As so often with something that 'everyone' knows, probably not everyone knows its origin. I do not suppose that the name Bjorn Prytz means much to most of the people who make the charge against Butler. Prytz was the Swedish minister in London in 1940. On 17 June 1940, the day France fell, Butler met Prytz, whom he knew, walking across St James's Park. Butler asked him back to the Foreign Office. In a telegram which Prytz sent that evening to neutral Sweden's foreign minister, he said that Butler was officially for fighting on but thought that 'no opportunity should be missed of compromise if reasonable conditions could be agreed, and no diehards would be allowed to stand in the way'. During their talk, the telegram continued, Butler was called in to Halifax who told him to tell the Swede that 'common sense and not bravado would dictate the British government's policy'.

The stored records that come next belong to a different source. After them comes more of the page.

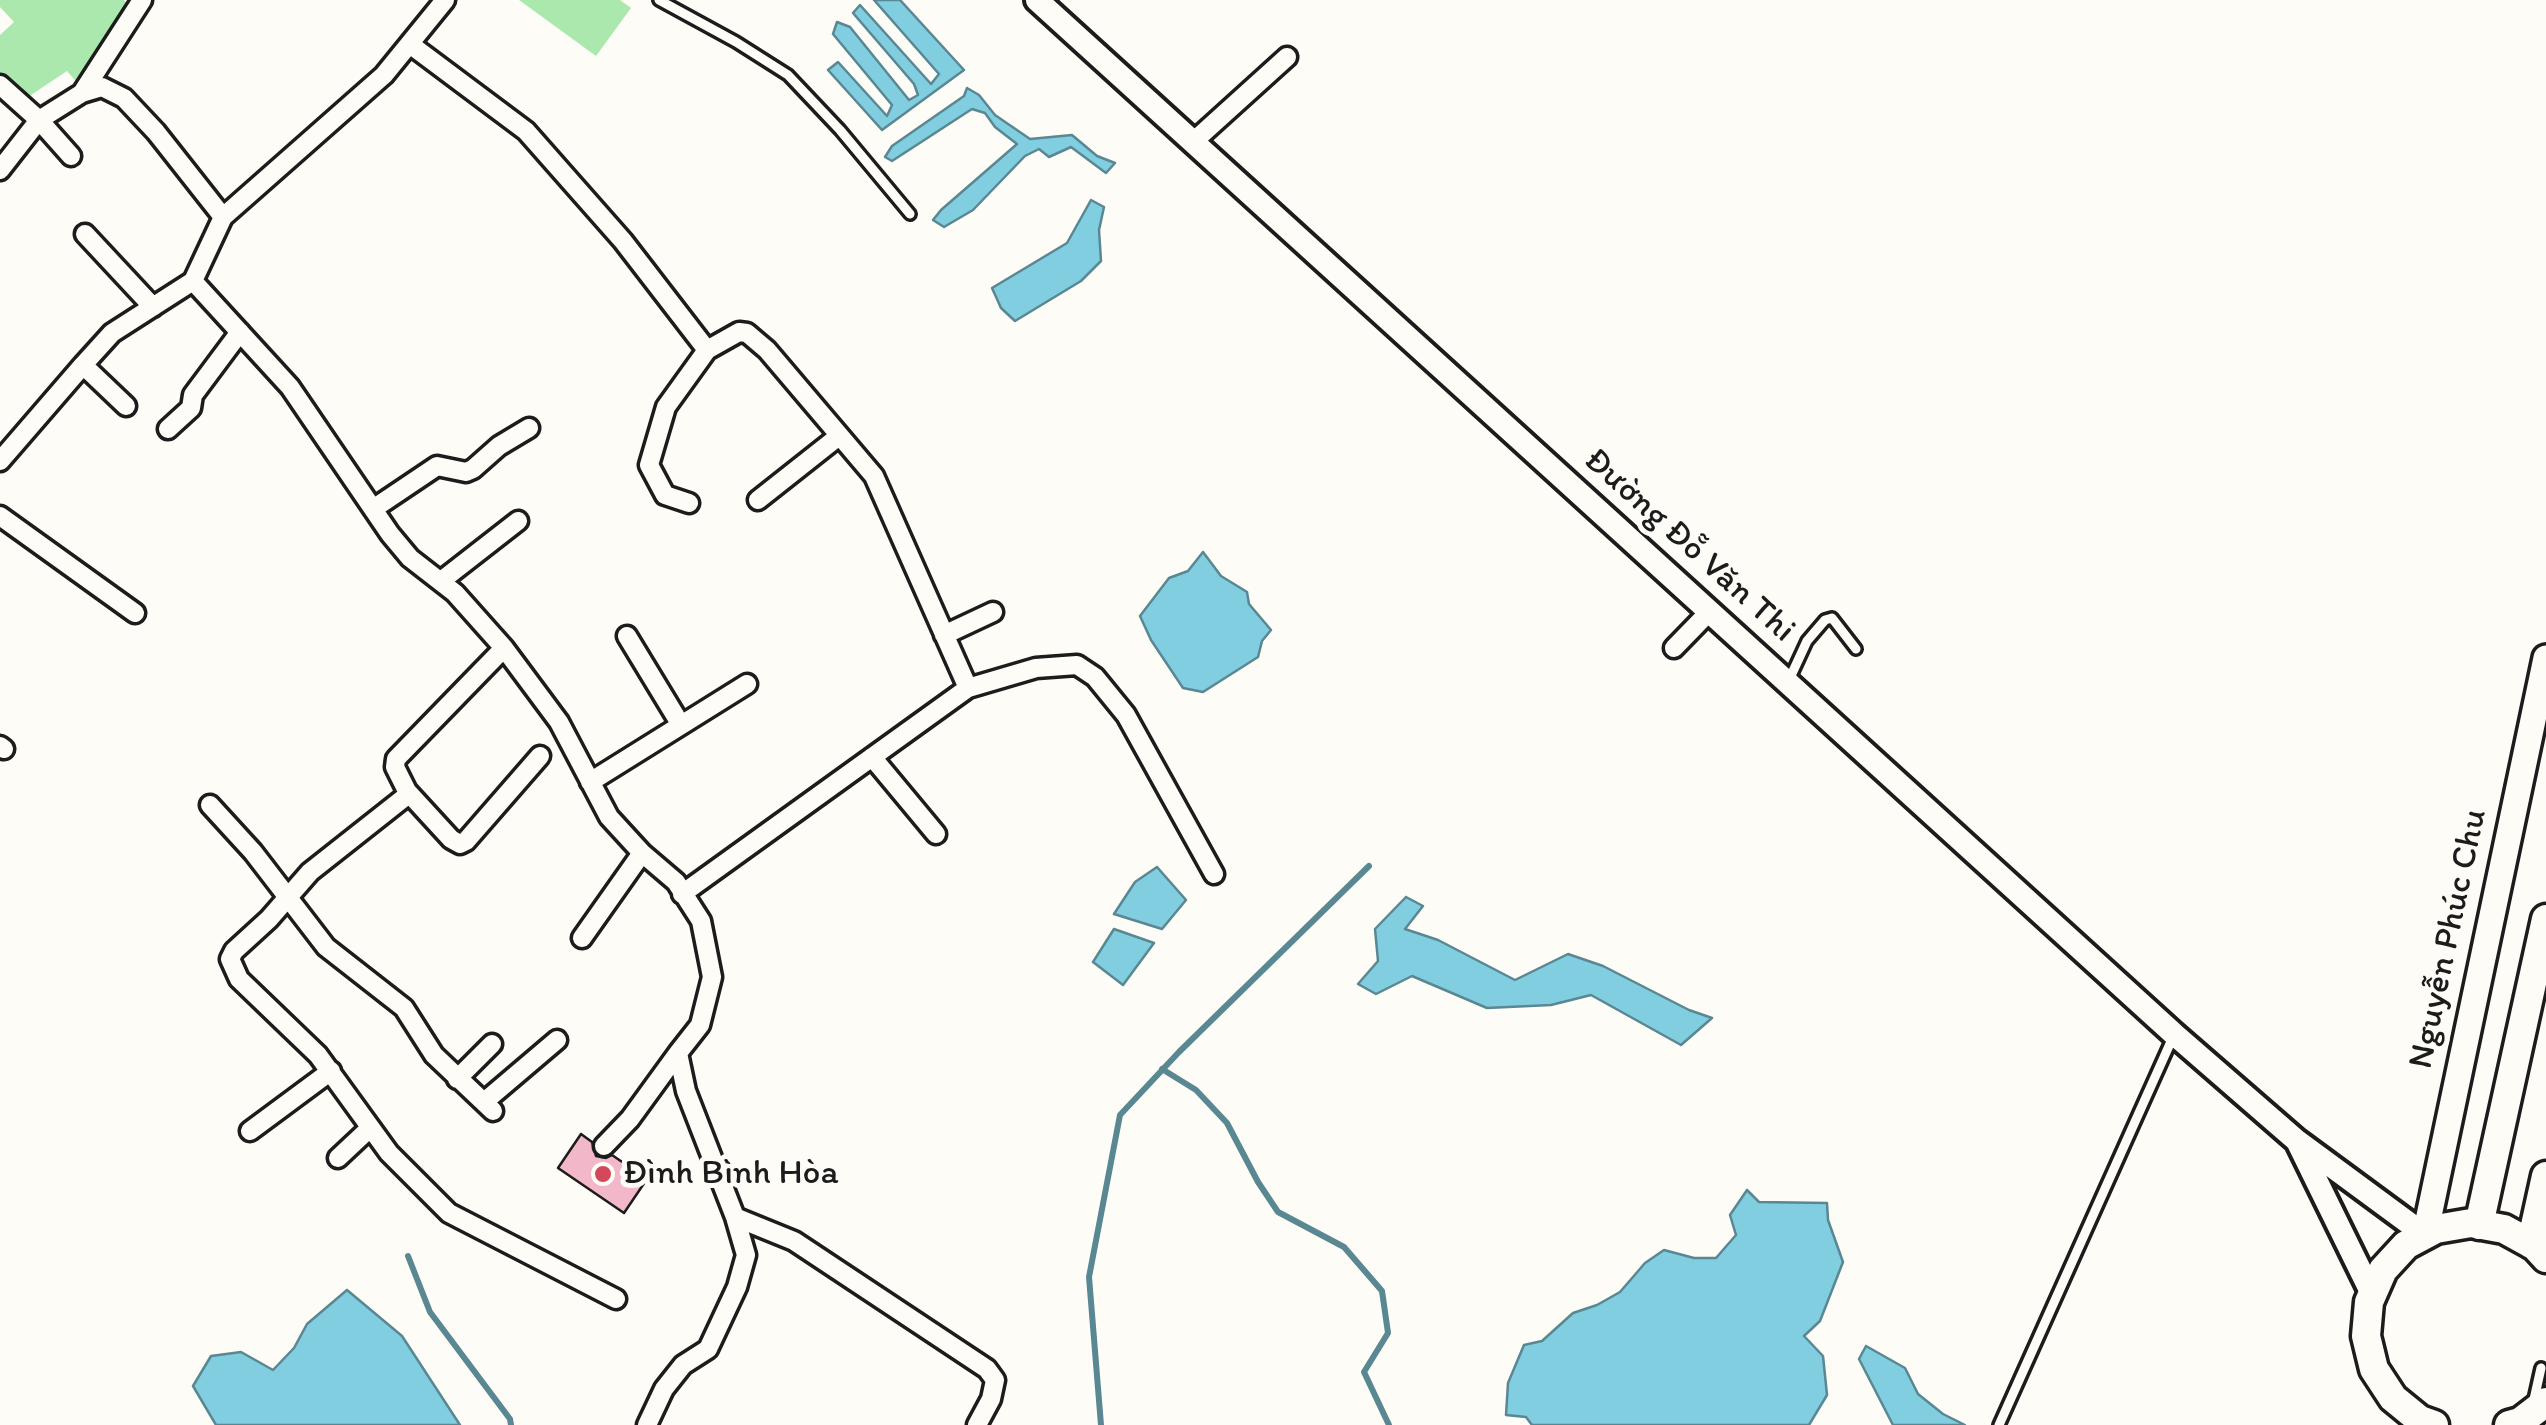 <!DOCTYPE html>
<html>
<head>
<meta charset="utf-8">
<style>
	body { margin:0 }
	canvas { display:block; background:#fdfcf7 }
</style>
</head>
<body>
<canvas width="2546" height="1425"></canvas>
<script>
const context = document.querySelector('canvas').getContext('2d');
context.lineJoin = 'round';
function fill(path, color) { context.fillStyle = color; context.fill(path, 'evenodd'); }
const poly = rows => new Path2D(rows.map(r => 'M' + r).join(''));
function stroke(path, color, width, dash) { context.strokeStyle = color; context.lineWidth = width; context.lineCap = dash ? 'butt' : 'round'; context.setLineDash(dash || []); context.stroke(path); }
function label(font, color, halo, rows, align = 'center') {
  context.font = font + ' Itim,sans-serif'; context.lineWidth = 10; context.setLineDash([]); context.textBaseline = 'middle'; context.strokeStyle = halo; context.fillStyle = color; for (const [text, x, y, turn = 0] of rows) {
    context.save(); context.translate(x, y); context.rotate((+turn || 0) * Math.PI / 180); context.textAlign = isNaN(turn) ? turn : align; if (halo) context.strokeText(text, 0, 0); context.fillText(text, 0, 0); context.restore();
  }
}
fill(poly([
	[0,0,124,0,129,7,79,85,67,71,25,99,0,76,0,35,14,22,0,7],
	[519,0,620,0,631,8,596,56]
]), '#abe8ae');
const water = poly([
	[874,0,900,0,964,70,882,130,828,70,838,62,887,116,892,105,833,34,837,22,850,27,909,100,918,95,914,84,853,13,860,5,931,84,939,74,874,0],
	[967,88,979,95,995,115,1030,139,1072,135,1097,156,1115,163,1106,173,1071,147,1049,157,1039,149,1025,156,973,210,944,227,933,220,941,210,1017,144,995,127,985,113,972,109,892,161,885,157,892,146,964,96,967,88],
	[1091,200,1104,207,1099,230,1101,261,1081,281,1015,321,1001,308,992,288,1067,243,1091,200],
	[1203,552,1221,576,1247,592,1249,604,1271,630,1262,641,1258,657,1203,692,1183,688,1151,640,1140,616,1169,578,1188,571,1203,552],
	[1157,867,1186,900,1162,929,1114,914,1135,882,1157,867],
	[1406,897,1423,906,1405,929,1438,940,1515,980,1568,954,1603,966,1689,1010,1712,1018,1681,1045,1591,995,1551,1005,1487,1008,1412,976,1376,994,1358,984,1378,961,1375,929,1406,897],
	[1114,929,1154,943,1123,985,1093,962,1114,929],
	[1747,1190,1759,1202,1827,1203,1828,1220,1843,1262,1820,1321,1804,1336,1823,1356,1827,1395,1809,1425,1532,1425,1526,1417,1506,1415,1508,1383,1524,1345,1542,1341,1573,1313,1597,1305,1620,1292,1645,1263,1664,1250,1694,1258,1716,1258,1736,1235,1730,1215,1747,1190],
	[347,1290,402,1336,460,1425,216,1425,193,1386,211,1356,241,1352,273,1370,294,1348,307,1324,347,1290],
	[1866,1346,1905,1368,1918,1394,1943,1414,1965,1425,1893,1425,1859,1359,1866,1346]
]);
fill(water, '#82cee1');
stroke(water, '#598792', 2.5);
stroke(poly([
	[1162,1069,1196,1090,1227,1123,1258,1182,1278,1212,1344,1247,1382,1291,1388,1333,1364,1372,1389,1425],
	[408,1256,430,1312,510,1419,511,1425],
	[1101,1425,1089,1277,1120,1115,1179,1052,1369,866]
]), '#598792', 6);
const building = poly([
	[581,1134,592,1142,596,1156,606,1158,612,1155,647,1179,624,1213,558,1168,581,1134]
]);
fill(building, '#f2b8ca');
stroke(building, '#1c1c1c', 2.5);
const service = poly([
	[659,0,736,42,788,75,840,130,910,214],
	[1789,680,1807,641,1825,620,1832,618,1856,649],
	[2533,1404,2541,1368],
	[1999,1425,2173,1037]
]);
const minor = poly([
	[411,45,526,131,623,241,707,350,739,332,747,333,767,350,874,476,968,688,682,894],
	[0,85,39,120,71,156],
	[82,93,142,0],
	[1193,142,1287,57],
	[0,170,39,120,82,93,102,87,124,98,156,132,223,217,193,281,290,387,390,534,410,558,455,593,504,648,559,722,609,817,642,853,676,882,701,921,712,977,700,1025,678,1053,686,1091,735,1217,746,1255,737,1287,708,1349,683,1365,664,1389,647,1425],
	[223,217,384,75,445,0],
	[85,234,153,307],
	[126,406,83,365,112,333,193,281],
	[168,429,191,408,193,395,240,332],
	[0,461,83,365],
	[758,500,839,436],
	[689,503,665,495,649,465,666,407,707,350],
	[373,509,437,466,466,472,473,469,499,446,529,428],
	[0,516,135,613],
	[441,581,518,521],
	[944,635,993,612],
	[627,636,681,725],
	[504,648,396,759,395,767,407,791,405,797,310,872,269,919,234,951,230,959,239,979,318,1055,389,1153,449,1213,616,1299],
	[1674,648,1709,612],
	[968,688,1036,668,1077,665,1095,677,1126,715,1214,874],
	[0,746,4,749],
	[872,757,936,834],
	[590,782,747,684],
	[407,791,451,839,460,844,466,841,540,756],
	[210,805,253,852,326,947,404,1008,434,1055,493,1111],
	[582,938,642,853],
	[457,1079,492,1044],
	[484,1102,557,1040],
	[250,1131,331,1071],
	[604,1146,630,1119,678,1053],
	[338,1158,370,1128],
	[735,1217,794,1241,987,1369,995,1380,991,1399,977,1425]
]);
const tertiary = poly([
	[1037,0,2174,1034,2296,1140,2425,1235],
	[2298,1143,2372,1294]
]);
const secondary = poly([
	[2425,1235,2546,658]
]);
const primary = poly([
	[2479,1225,2546,919],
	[2531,1244,2546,1176],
	[2434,1425,2420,1420,2393,1398,2374,1369,2366,1336,2369,1302,2383,1270,2406,1245,2436,1229,2471,1223,2504,1229,2535,1246,2546,1258],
	[2509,1425,2520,1422,2546,1402]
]);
stroke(service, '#1c1c1c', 16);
stroke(minor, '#1c1c1c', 25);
stroke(tertiary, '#1c1c1c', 30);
stroke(secondary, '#1c1c1c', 32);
stroke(primary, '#1c1c1c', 35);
stroke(service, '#fdfcf7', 9);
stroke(minor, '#fdfcf7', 18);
stroke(tertiary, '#fdfcf7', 22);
stroke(secondary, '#fdfcf7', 25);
stroke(primary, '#fdfcf7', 28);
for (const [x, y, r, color] of [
	[603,1174,10,"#d1495b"]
]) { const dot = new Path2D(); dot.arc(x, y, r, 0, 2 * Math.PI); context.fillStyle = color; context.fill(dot); stroke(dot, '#fdfcf7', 4); }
label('35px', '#1c1c1c', '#fdfcf7', [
	["Đường Đỗ Văn Thi",1689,546,42],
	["Nguyễn Phúc Chu",2449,939,-78]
]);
label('35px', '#1c1c1c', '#fdfcf7', [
	["Đình Bình Hòa",623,1174]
], 'left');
</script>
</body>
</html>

British interceptors of diplomatic communications out of London soon told Churchill. Whitehall documents, made public many years later, show Churchill demanding that Halifax ask Butler whether it was true and, by implication, rebuking both. Both denied it. The Swedes did not make the telegram fully public until about 25 years later. But, during the war, word of it soon became known among the betterinformed Tories. After the war, Butler's opponents in his party used it against him.

Much the most detailed account of the Butler—Prytz interview is to be found in a 1986 article in the Swedish historical journal Scandia by Mr Thomas Munch-Petersen, senior lecturer in Scandinavian history at University College, London. It is so distinguished and fair to all concerned that I hesitate to paraphrase any passage in it for fear of missing a subtlety. But I was particularly struck by one thing that it showed: to protect his own reputation, the Swedish foreign minister, Gunther, had an interest in emphasising British willingness to compromise in the summer of 1940. France having fallen, and with the Germans occupying Norway, Gunther agreed to German troops using parts of Sweden's railway network, and to other concessions to Germany. After all, Germany looked like winning.

Germany having lost, Gunther was attacked in Sweden for appeasement, like Butler. Gunther pointed to the Prytz telegram as proof that Britain considered compromising in 1940 just as Sweden had to. But because of 1940 his postwar career was damaged, like Butler's. Is it possible that Gunther, both in 1940 and to protect himself later, made Butler sound more willing to compromise than he truly was?

There is, of course, no sound evidence of Churchill's arrest threat. There is one phrase in the Prytz telegram that Butler's (and Halifax's) detractors overlook: Halifax thought that his message would be welcome to the Swedish visitor but that 'it must not be taken to mean peace at any price'. My own guess is that Butler, given his temperament, would indeed have made peace in 1940. But so would many others whose temperament was more warlike, especially once the war had been safely won. That, however, is a different story to which I hope Mr Jones and History Magazine will eventually devote their researches.